UCPR support promise for labour strategy

UCPR support promise for labour strategy

“We’re trying something different and I approve of it,” said Mayor François St-Amour of The Nation Municipality. 

St-Amour’s comment was echoed by other mayors during the November 24 session of the United Counties of Prescott-Russell council (UCPR). The mayor reviewed a letter from Caroline Arcand, chief executive officer for Centre de Services à l’emploi Prescott-Russell Employment Services Centre (CSEPR), asking the UCPR to join a coalition of five local and regional economic development groups involved with a project to create a financial subsidy program aimed at helping Prescott-Russell businesses attract potential employees from outside of the region to fill both skilled and unskilled labour positions. 

The CSEPR, Prescott-Russell Community Development Corp., Hawkesbury Industrial Investment Association, the Eastern Ontario Training Board, and the Prescott-Russell Chamber of Commerce all pooled their resources to create $125,000 employment incentive fund. The CSEPR will administer the fund and provide Prescott-Russell businesses and non-profit groups with $1000 incentive payments that they can offer prospective employees to encourage them to accept full-time positions.
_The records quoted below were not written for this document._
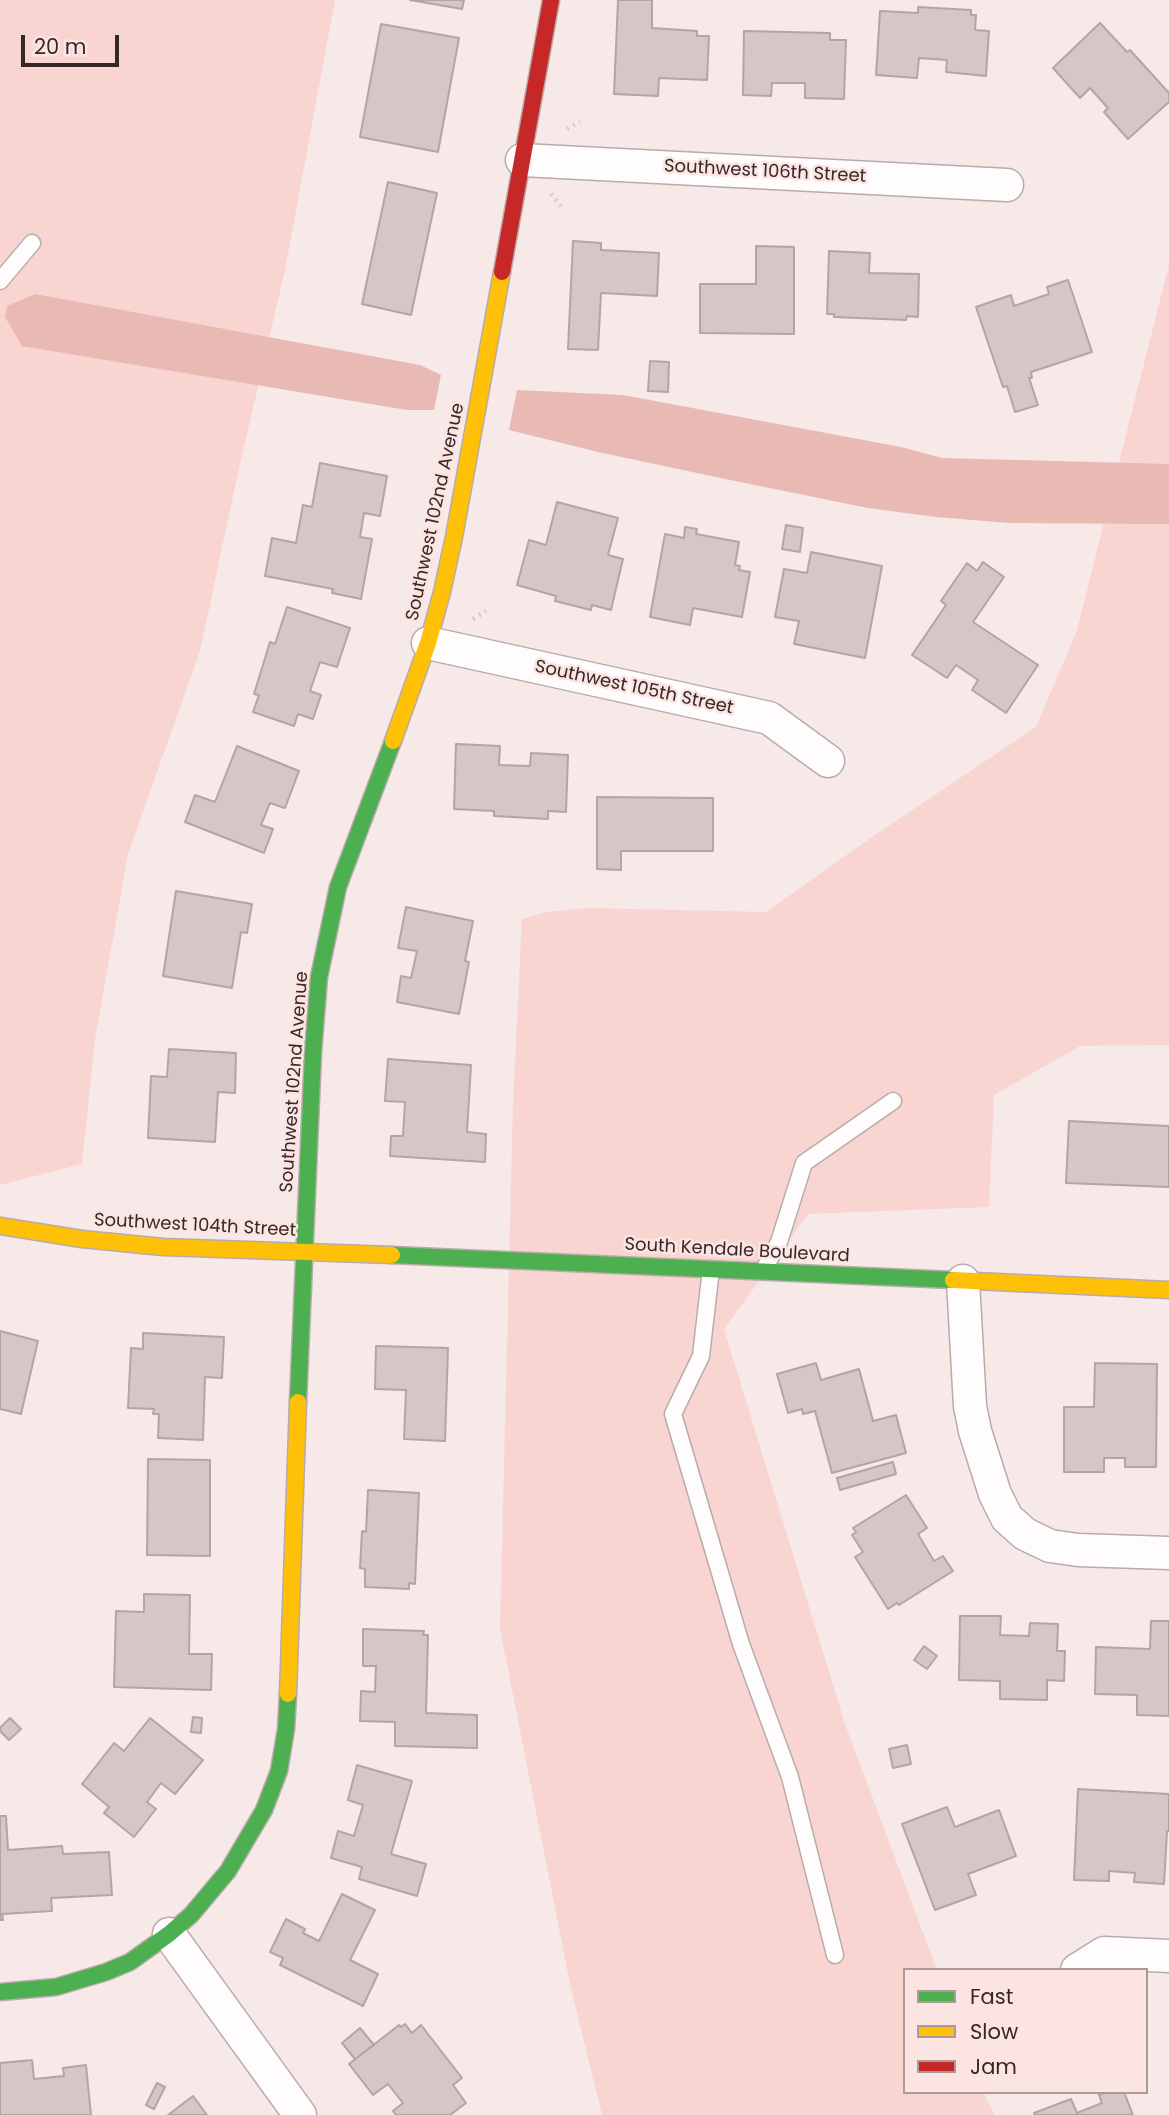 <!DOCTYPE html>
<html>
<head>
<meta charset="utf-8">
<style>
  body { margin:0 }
  #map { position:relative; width:1169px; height:2115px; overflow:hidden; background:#f6e9e8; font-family:Poppins,sans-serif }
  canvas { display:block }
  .legend { position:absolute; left:903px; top:1968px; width:245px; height:126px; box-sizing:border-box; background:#fce4e2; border:2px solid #ad9997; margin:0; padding:9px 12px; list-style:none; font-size:21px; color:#362826 }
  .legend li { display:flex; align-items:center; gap:14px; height:35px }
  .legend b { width:35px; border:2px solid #ad9997 }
  .scale { position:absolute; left:21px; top:35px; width:98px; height:32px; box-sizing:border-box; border:4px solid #362826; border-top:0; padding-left:9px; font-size:21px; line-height:24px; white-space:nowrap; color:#362826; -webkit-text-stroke:5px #fce4e2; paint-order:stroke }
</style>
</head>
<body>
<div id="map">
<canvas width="1169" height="2115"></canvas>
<ul class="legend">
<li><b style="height:9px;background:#4caf50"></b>Fast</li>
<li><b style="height:9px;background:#ffc107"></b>Slow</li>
<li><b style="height:9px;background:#c62828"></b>Jam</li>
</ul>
<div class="scale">20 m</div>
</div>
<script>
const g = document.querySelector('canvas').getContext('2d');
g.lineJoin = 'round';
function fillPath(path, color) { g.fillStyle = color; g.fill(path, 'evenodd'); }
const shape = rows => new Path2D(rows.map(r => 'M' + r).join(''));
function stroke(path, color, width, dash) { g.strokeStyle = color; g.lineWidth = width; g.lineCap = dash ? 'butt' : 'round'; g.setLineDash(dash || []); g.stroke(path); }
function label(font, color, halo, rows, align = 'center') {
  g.font = font + ' Poppins,sans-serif'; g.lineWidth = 5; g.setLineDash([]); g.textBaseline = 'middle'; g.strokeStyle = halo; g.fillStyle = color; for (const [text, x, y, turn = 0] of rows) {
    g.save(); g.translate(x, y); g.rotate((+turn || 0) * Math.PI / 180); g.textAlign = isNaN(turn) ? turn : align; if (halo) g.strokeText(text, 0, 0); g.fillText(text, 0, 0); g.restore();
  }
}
fillPath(shape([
  [0,0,335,0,285,270,238,473,200,651,128,854,95,1039,82,1164,0,1185],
  [1169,264,1169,1045,1080,1046,994,1095,989,1207,808,1214,724,1329,845,1724,937,1970,905,1970,905,2092,983,2092,995,2115,602,2115,570,1984,500,1629,513,1102,522,919,547,912,587,908,766,912,872,837,1036,727,1077,630]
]), '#f9d5d1');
fillPath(shape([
  [35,294,420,365,441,375,434,410,407,410,22,346,5,317,7,306],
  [517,390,623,395,901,447,942,458,1169,464,1169,524,1009,523,936,517,868,508,730,480,598,452,509,430]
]), '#e9b9b4');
const building = shape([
  [410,0,464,0,462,9,410,0],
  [618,0,652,0,652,28,697,31,697,36,709,36,707,80,659,78,658,96,614,94,618,0],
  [918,7,971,10,971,15,976,15,975,30,989,31,986,76,946,72,947,60,919,58,917,78,876,75,880,11,918,13,918,7],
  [1100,23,1127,52,1130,50,1169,93,1169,102,1128,139,1104,112,1108,108,1090,88,1080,98,1053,68,1100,23],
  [381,24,459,38,438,152,360,137,381,24],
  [744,31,830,33,830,40,846,40,844,99,805,98,805,83,772,83,771,96,743,95,744,31],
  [388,182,437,193,411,315,362,304,388,182],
  [573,241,601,243,601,250,659,253,657,296,601,293,598,350,568,349,573,241],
  [756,246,794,247,794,334,700,333,700,284,756,284,756,246],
  [829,251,870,253,869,273,919,274,918,317,907,316,906,320,834,317,834,314,827,314,829,251],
  [1068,280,1092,352,1031,372,1032,378,1029,378,1038,405,1015,412,1007,386,1003,387,976,307,1011,295,1014,306,1049,294,1047,287,1068,280],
  [650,361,669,362,668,392,648,391,650,361],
  [320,463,387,476,380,516,364,513,360,537,372,539,361,599,332,593,333,589,265,576,272,538,296,543,303,505,312,507,320,463],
  [557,502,618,518,608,555,623,559,611,610,592,605,591,610,555,601,556,596,517,585,529,540,546,545,557,502],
  [786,525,803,528,800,552,782,549,786,525],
  [685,527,697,529,696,534,739,542,735,565,740,566,739,570,750,572,742,617,693,608,690,625,650,617,665,534,684,538,685,527],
  [811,552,882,566,865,658,794,644,799,621,775,617,784,569,807,573,811,552],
  [983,562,1004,577,973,622,1038,665,1006,713,972,690,978,680,956,665,947,678,912,655,946,605,941,601,967,563,977,571,983,562],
  [287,607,350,628,337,667,320,662,310,691,321,695,313,719,298,714,294,726,253,712,259,695,254,694,270,642,275,644,287,607],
  [456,744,500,746,499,765,530,766,531,753,568,755,566,812,548,811,548,819,494,816,494,811,454,809,456,744],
  [237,746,299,771,285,808,270,803,261,825,273,829,264,853,185,822,195,795,215,802,237,746],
  [597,797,713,798,713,851,621,851,621,870,597,869,597,797],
  [176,891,252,904,247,933,241,932,232,988,163,976,176,891],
  [406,907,473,921,465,961,469,962,459,1014,397,1002,401,976,411,978,417,951,398,948,406,907],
  [169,1049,236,1053,235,1093,218,1092,215,1142,148,1138,151,1076,167,1077,169,1049],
  [388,1059,471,1065,467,1132,486,1134,485,1162,390,1156,391,1136,403,1136,405,1102,385,1101,388,1059],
  [1069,1121,1169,1126,1169,1187,1066,1183,1069,1121],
  [0,1331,38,1341,21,1414,0,1409,0,1331],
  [143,1333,224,1337,222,1378,205,1377,203,1440,158,1438,159,1414,153,1414,154,1409,128,1408,131,1348,143,1349,143,1333],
  [376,1346,448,1348,445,1441,404,1439,406,1390,375,1389,376,1346],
  [816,1363,821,1380,859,1369,873,1421,896,1415,906,1453,832,1473,815,1411,803,1414,802,1409,788,1413,777,1374,816,1363],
  [1095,1363,1157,1364,1156,1467,1125,1467,1125,1458,1104,1458,1104,1472,1064,1472,1064,1407,1094,1407,1095,1363],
  [148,1459,210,1460,210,1556,147,1555,148,1459],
  [893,1462,896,1474,840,1490,837,1478,893,1462],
  [368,1490,419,1493,415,1584,409,1583,409,1589,365,1587,365,1569,360,1568,362,1531,366,1532,368,1490],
  [906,1495,927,1528,918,1534,934,1561,943,1556,953,1571,899,1605,897,1603,888,1609,855,1557,863,1552,852,1535,856,1532,853,1528,906,1495],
  [144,1594,190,1595,189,1654,212,1654,211,1690,114,1687,116,1611,144,1612,144,1594],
  [960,1616,1001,1616,1000,1635,1029,1636,1030,1623,1058,1624,1057,1651,1065,1651,1064,1681,1047,1680,1047,1700,1000,1699,1000,1681,959,1680,960,1616],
  [1151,1621,1169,1621,1169,1716,1137,1715,1137,1695,1095,1694,1096,1647,1150,1649,1151,1621],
  [363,1629,424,1631,423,1635,428,1635,426,1713,477,1715,477,1748,395,1746,395,1722,360,1721,361,1691,375,1692,376,1666,363,1666,363,1629],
  [924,1646,937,1656,927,1669,914,1660,924,1646],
  [193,1717,202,1718,201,1733,191,1732,193,1717],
  [10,1718,21,1729,9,1740,0,1731,0,1728,10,1718],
  [150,1718,203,1760,175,1794,161,1783,147,1802,156,1809,134,1837,104,1813,109,1807,82,1784,114,1743,124,1751,150,1718],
  [907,1745,911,1764,893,1768,889,1749,907,1745],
  [357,1765,412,1781,391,1854,426,1864,417,1896,359,1879,362,1867,331,1858,338,1831,354,1836,363,1805,348,1800,357,1765],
  [1078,1789,1169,1794,1169,1831,1167,1831,1164,1884,1134,1882,1135,1873,1109,1871,1109,1881,1074,1880,1078,1789],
  [947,1807,955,1827,999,1810,1016,1856,968,1874,976,1895,935,1910,902,1824,947,1807],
  [0,1816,6,1816,8,1850,62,1846,63,1854,109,1852,112,1895,51,1898,52,1911,2,1914,3,1920,0,1920,0,1816],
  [342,1894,375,1910,350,1960,378,1974,363,2006,280,1965,283,1958,270,1952,286,1919,305,1929,303,1933,319,1941,342,1894],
  [405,2024,412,2033,421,2025,462,2078,453,2085,466,2103,450,2115,396,2115,393,2111,403,2103,388,2084,373,2095,349,2064,399,2025,401,2027,405,2024],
  [360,2028,374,2045,355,2059,342,2043,360,2028],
  [32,2060,34,2079,64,2076,63,2068,86,2065,91,2115,0,2115,0,2063,32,2060],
  [157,2083,165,2087,154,2109,146,2105,157,2083],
  [1107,2092,1124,2092,1133,2115,1035,2115,1034,2113,1071,2099,1077,2113,1102,2103,1099,2095,1107,2092],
  [193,2096,207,2115,168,2115,193,2096]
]);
fillPath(building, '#d4c7c6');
stroke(building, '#b2a6a5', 2);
const lane = shape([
  [0,281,32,243],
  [711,1269,701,1356,673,1414,741,1644,790,1777,835,1955],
  [763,1271,779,1242,804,1163,893,1101]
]);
const street = shape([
  [522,160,1007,185],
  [428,643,769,718,828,761],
  [963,1281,970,1406,975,1431,995,1494,1007,1518,1025,1534,1050,1546,1078,1550,1169,1553],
  [169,1934,300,2115],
  [1077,1970,1104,1953,1169,1956]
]);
const fast = shape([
  [392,1255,953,1280],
  [298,1402,313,1052,319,977,338,887,393,741],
  [0,1992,56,1987,106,1972,130,1962,169,1934,191,1915,228,1871,264,1810,279,1771,286,1729,288,1694]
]);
const slow = shape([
  [393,741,428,643,442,592,454,537,502,272],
  [0,1226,82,1239,163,1247,392,1255],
  [953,1280,1169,1290],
  [288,1694,298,1402]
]);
const jam = shape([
  [502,272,551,0]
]);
stroke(lane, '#b8abaa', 19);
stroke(street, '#b8abaa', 35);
stroke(fast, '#b8abaa', 19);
stroke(slow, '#b8abaa', 19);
stroke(jam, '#b8abaa', 19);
stroke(shape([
  [567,129,580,121],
  [551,194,561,206],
  [473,619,486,611]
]), '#d1cccb', 4.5, [2, 5]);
stroke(lane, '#fefcfc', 16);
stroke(street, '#fefcfc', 32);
stroke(fast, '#4caf50', 16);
stroke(slow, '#ffc107', 16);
stroke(jam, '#c62828', 16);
label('18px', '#362826', '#fce4e2', [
  ["Southwest 106th Street",765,172,3],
  ["Southwest 102nd Avenue",436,512,-78],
  ["Southwest 105th Street",634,688,12],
  ["Southwest 102nd Avenue",295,1082,-86],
  ["Southwest 104th Street",195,1226,3],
  ["South Kendale Boulevard",737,1251,3]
]);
</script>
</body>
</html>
The present incentive fund will be able to help attract a maximum of 125 potential employees to the region. 

The CSEPR asked the UCPR to join the project and contribute another $25,000 to the incentive fund. UCPR council agreed to the proposal with a condition that the UCPR’s contribution will not become available for disbursement until the program has confirmed that 100 new employees have both accepted the employment incentive and agreed to accept a full-time position with a local business or non-profit group in Prescott-Russell. 
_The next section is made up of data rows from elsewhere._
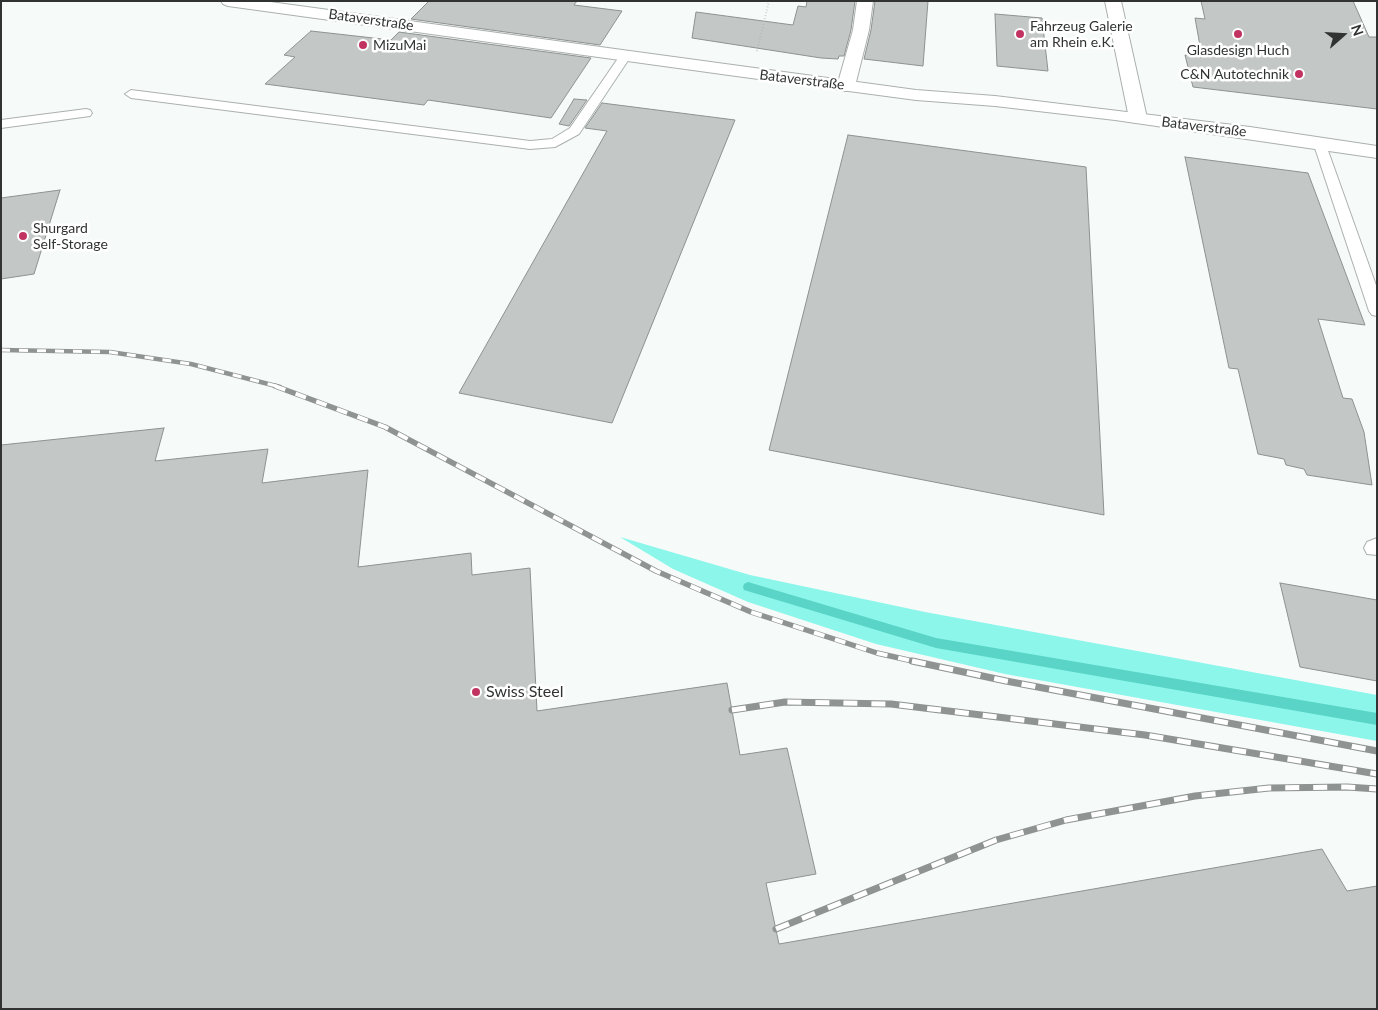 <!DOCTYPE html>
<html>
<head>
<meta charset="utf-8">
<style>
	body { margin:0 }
	#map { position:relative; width:1378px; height:1010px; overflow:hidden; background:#f6fbfa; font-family:Lato,sans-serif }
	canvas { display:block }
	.frame { position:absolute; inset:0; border:2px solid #313332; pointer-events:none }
	.north { position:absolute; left:1318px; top:10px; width:50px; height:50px; -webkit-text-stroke:4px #fff; paint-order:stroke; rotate:71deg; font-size:14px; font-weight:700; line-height:20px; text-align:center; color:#313332 }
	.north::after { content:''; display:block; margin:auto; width:18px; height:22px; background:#313332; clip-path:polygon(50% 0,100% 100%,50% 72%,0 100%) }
</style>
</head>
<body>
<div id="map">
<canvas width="1378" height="1010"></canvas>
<div class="frame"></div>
<div class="north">N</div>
</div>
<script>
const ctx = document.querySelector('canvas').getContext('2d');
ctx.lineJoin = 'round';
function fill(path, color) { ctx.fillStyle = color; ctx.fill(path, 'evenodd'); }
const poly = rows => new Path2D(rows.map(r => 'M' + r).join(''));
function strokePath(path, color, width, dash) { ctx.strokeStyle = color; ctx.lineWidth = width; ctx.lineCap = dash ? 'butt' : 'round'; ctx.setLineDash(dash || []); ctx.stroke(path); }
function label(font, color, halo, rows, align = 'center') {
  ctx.font = font + ' Lato,sans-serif'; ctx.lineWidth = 5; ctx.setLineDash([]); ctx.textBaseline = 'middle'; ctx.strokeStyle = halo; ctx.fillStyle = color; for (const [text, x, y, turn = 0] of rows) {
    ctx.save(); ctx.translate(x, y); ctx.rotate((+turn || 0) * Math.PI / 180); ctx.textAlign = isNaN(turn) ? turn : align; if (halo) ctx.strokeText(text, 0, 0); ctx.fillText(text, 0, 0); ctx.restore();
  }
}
fill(poly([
	[620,537,750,575,925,612,1377,695,1377,741,1005,674,876,644,748,602,673,569]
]), '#8cf6ea');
fill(poly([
	[748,582,936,638,1377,713,1377,725,936,648,744,590,743,587,744,584,748,582]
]), '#59d4c7');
const building = poly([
	[429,1,577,1,574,5,622,11,600,45,411,19,429,1],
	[807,1,855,1,851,30,844,56,839,56,838,59,821,58,692,38,696,12,793,25,798,6,806,7,807,1],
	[875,1,928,1,923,66,864,59,871,30,875,1],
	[1201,1,1353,1,1369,37,1377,37,1377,109,1193,87,1185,55,1202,57,1195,18,1205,19,1201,1],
	[995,14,1042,18,1048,71,997,66,995,14],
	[311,31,391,40,399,32,591,58,551,118,428,100,424,105,265,84,295,57,284,55,311,31],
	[574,99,587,100,569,126,559,124,574,99],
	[602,103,735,120,612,423,459,393,607,131,585,128,602,103],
	[848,135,1086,167,1104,515,769,450,848,135],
	[1185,157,1308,173,1365,325,1318,319,1343,398,1352,399,1364,432,1372,485,1307,475,1304,469,1286,465,1284,459,1258,454,1238,369,1229,368,1185,157],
	[60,190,34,274,1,279,1,198,60,190],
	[164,428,155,461,268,449,262,483,368,470,358,567,471,553,472,575,530,568,537,711,727,683,740,755,787,748,816,874,766,883,779,944,1322,849,1347,891,1377,886,1377,1009,1,1009,1,445,164,428],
	[1280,583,1377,600,1377,681,1300,667,1280,583]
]);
fill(building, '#c3c8c7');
strokePath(building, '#8d9291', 1);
const service = poly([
	[625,53,631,56,579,134,555,147,530,149,131,98,125,94,131,90,530,141,552,139,570,128,621,54,625,53],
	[86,109,90,110,92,113,90,116,1,128,1,120,86,109],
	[1320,141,1326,145,1377,288,1377,316,1372,315,1369,311,1314,145,1320,141],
	[1377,538,1377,555,1367,554,1364,548,1367,542,1377,538]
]);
const minor = poly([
	[857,1,873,1,869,30,855,86,852,90,846,91,840,90,837,86,853,30,857,1],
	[1105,1,1121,1,1147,118,1144,122,1138,123,1132,122,1129,118,1105,1]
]);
const tertiary = poly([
	[221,1,263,1,916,90,995,96,1250,127,1377,146,1377,158,1115,120,995,106,916,100,736,76,228,6,223,4,221,1]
]);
strokePath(service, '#abb0af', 2);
strokePath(minor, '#abb0af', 2);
strokePath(tertiary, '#abb0af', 2);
strokePath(poly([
	[757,51,769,1]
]), '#abafae', 2, [0.5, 2.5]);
fill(service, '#fff');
fill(minor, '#fff');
fill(tertiary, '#fff');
const railFar2 = poly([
	[1,350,110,352,191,364,280,387]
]);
const railFar1 = poly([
	[275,386,385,427,656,571,751,612,877,653,917,662]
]);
const rail = poly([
	[912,661,1006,681,1377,751],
	[732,710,785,702,891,704,1145,735,1377,774],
	[776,929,996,840,1066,820,1195,796,1269,788,1347,787,1377,789]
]);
strokePath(railFar2, '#8f9392', 4.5);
strokePath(railFar1, '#8f9392', 5.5);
strokePath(rail, '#8f9392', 7);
strokePath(railFar2, '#fff', 3, [9]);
strokePath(railFar1, '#fff', 4, [11]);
strokePath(rail, '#fff', 5, [14]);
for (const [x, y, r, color] of [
	[1020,34,5,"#c13462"],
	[1238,34,5,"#c13462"],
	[363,45,5,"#c13462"],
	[1299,74,5,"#c13462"],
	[23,236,5,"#c13462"],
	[476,692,5,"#c13462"]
]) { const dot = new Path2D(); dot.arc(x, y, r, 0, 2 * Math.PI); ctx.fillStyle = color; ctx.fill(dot); strokePath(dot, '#fff', 2); }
label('14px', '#313332', '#fff', [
	["Bataverstraße",371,20,8],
	["Bataverstraße",802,80,7],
	["Bataverstraße",1204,127,7]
]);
label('14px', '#313332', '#fff', [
	["Fahrzeug Galerie",1030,26],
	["am Rhein e.K.",1030,42],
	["MizuMai",373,45],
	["Glasdesign Huch",1238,50,"center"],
	["C&N Autotechnik",1289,74,"right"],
	["Shurgard",33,228],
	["Self-Storage",33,244]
], 'left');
label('16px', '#313332', '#fff', [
	["Swiss Steel",486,692]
], 'left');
</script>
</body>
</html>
When that goal is reached, the UCPR contribution will become available to the incentive fund, creating the potential for attracting 150 new workers in total to the region. 

The employment incentive fund is meant to complement but not replace existing federal and provincial employment aid programs. Once the fund is exhausted, there are no plans to renew it. The agencies involved in the project are working on other plans and projects to continue dealing with the local labour situation.